» TASK OBJECTIVE:
Determine how many lines in the records hold the word "Сухумский". Return the number alone.

» RECORDS SHOWN:
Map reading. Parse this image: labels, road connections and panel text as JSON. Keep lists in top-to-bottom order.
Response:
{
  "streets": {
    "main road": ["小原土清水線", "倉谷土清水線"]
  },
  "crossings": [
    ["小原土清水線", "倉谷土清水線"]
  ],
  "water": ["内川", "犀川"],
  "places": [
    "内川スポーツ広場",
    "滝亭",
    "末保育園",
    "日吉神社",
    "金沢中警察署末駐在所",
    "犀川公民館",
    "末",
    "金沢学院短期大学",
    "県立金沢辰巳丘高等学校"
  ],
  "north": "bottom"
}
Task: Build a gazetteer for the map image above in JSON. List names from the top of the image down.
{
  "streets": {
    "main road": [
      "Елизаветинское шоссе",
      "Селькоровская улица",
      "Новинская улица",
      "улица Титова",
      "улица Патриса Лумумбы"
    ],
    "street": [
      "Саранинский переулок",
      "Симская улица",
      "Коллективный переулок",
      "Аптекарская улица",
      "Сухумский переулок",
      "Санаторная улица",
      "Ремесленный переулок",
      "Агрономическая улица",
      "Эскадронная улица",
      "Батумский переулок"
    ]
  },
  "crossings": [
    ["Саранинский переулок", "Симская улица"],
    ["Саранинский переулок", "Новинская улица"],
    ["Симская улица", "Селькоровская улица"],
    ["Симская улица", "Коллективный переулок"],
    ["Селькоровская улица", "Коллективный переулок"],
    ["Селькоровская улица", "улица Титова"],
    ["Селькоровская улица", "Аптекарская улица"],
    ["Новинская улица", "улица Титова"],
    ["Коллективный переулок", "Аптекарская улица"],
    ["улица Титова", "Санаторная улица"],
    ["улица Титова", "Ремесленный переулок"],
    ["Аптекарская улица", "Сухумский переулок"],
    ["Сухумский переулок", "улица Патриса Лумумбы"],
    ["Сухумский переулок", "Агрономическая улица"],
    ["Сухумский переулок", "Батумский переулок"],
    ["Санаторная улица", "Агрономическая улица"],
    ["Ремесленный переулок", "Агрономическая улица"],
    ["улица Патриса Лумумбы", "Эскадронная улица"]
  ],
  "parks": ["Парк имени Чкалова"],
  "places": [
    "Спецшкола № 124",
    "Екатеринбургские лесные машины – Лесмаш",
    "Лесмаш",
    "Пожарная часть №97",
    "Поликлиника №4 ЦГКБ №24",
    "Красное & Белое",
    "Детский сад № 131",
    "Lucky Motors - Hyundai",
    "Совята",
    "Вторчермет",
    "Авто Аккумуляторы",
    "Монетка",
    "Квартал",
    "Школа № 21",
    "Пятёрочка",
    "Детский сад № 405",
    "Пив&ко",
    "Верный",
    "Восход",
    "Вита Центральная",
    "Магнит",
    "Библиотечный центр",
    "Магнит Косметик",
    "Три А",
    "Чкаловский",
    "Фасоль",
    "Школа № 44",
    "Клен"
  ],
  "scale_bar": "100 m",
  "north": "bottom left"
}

» OUTPUT FOR THIS TASK:
5